→ What this task involves
Each record is to be printed again precisely as it reads.

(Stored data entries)

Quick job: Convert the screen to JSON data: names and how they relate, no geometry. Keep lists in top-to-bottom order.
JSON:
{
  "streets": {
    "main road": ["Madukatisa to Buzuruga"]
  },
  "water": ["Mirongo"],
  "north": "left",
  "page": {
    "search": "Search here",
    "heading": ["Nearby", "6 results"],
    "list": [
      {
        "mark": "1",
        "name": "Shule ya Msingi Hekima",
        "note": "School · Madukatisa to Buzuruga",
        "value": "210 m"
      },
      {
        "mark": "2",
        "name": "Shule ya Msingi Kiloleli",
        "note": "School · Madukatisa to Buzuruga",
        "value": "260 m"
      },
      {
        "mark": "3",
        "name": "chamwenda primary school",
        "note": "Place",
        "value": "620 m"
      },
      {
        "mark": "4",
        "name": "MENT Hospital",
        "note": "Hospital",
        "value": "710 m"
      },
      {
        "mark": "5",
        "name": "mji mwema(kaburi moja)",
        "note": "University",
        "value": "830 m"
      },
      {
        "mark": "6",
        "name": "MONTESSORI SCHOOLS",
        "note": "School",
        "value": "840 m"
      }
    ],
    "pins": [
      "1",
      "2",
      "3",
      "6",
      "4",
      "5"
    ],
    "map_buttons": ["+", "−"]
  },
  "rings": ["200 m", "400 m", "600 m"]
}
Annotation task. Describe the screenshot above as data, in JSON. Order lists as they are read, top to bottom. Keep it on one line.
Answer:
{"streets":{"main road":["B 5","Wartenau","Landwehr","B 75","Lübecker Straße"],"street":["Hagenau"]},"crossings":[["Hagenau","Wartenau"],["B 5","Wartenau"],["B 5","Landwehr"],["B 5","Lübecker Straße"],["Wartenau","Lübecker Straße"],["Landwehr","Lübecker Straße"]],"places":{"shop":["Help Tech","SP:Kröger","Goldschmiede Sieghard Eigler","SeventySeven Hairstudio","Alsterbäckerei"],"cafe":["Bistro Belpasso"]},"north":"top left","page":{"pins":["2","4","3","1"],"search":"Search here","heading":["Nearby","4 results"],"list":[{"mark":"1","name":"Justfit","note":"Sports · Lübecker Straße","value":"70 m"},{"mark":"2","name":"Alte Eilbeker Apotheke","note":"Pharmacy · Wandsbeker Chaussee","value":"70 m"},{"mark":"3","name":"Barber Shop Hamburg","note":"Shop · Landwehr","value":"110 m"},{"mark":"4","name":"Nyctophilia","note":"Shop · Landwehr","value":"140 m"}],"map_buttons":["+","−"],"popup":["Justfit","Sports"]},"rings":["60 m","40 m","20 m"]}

→ Your solution
Quick job: Convert the screen to JSON data: names and how they relate, no geometry. Keep lists in top-to-bottom order.
JSON:
{
  "streets": {
    "main road": ["Madukatisa to Buzuruga"]
  },
  "water": ["Mirongo"],
  "north": "left",
  "page": {
    "search": "Search here",
    "heading": ["Nearby", "6 results"],
    "list": [
      {
        "mark": "1",
        "name": "Shule ya Msingi Hekima",
        "note": "School · Madukatisa to Buzuruga",
        "value": "210 m"
      },
      {
        "mark": "2",
        "name": "Shule ya Msingi Kiloleli",
        "note": "School · Madukatisa to Buzuruga",
        "value": "260 m"
      },
      {
        "mark": "3",
        "name": "chamwenda primary school",
        "note": "Place",
        "value": "620 m"
      },
      {
        "mark": "4",
        "name": "MENT Hospital",
        "note": "Hospital",
        "value": "710 m"
      },
      {
        "mark": "5",
        "name": "mji mwema(kaburi moja)",
        "note": "University",
        "value": "830 m"
      },
      {
        "mark": "6",
        "name": "MONTESSORI SCHOOLS",
        "note": "School",
        "value": "840 m"
      }
    ],
    "pins": [
      "1",
      "2",
      "3",
      "6",
      "4",
      "5"
    ],
    "map_buttons": ["+", "−"]
  },
  "rings": ["200 m", "400 m", "600 m"]
}
Annotation task. Describe the screenshot above as data, in JSON. Order lists as they are read, top to bottom. Keep it on one line.
Answer:
{"streets":{"main road":["B 5","Wartenau","Landwehr","B 75","Lübecker Straße"],"street":["Hagenau"]},"crossings":[["Hagenau","Wartenau"],["B 5","Wartenau"],["B 5","Landwehr"],["B 5","Lübecker Straße"],["Wartenau","Lübecker Straße"],["Landwehr","Lübecker Straße"]],"places":{"shop":["Help Tech","SP:Kröger","Goldschmiede Sieghard Eigler","SeventySeven Hairstudio","Alsterbäckerei"],"cafe":["Bistro Belpasso"]},"north":"top left","page":{"pins":["2","4","3","1"],"search":"Search here","heading":["Nearby","4 results"],"list":[{"mark":"1","name":"Justfit","note":"Sports · Lübecker Straße","value":"70 m"},{"mark":"2","name":"Alte Eilbeker Apotheke","note":"Pharmacy · Wandsbeker Chaussee","value":"70 m"},{"mark":"3","name":"Barber Shop Hamburg","note":"Shop · Landwehr","value":"110 m"},{"mark":"4","name":"Nyctophilia","note":"Shop · Landwehr","value":"140 m"}],"map_buttons":["+","−"],"popup":["Justfit","Sports"]},"rings":["60 m","40 m","20 m"]}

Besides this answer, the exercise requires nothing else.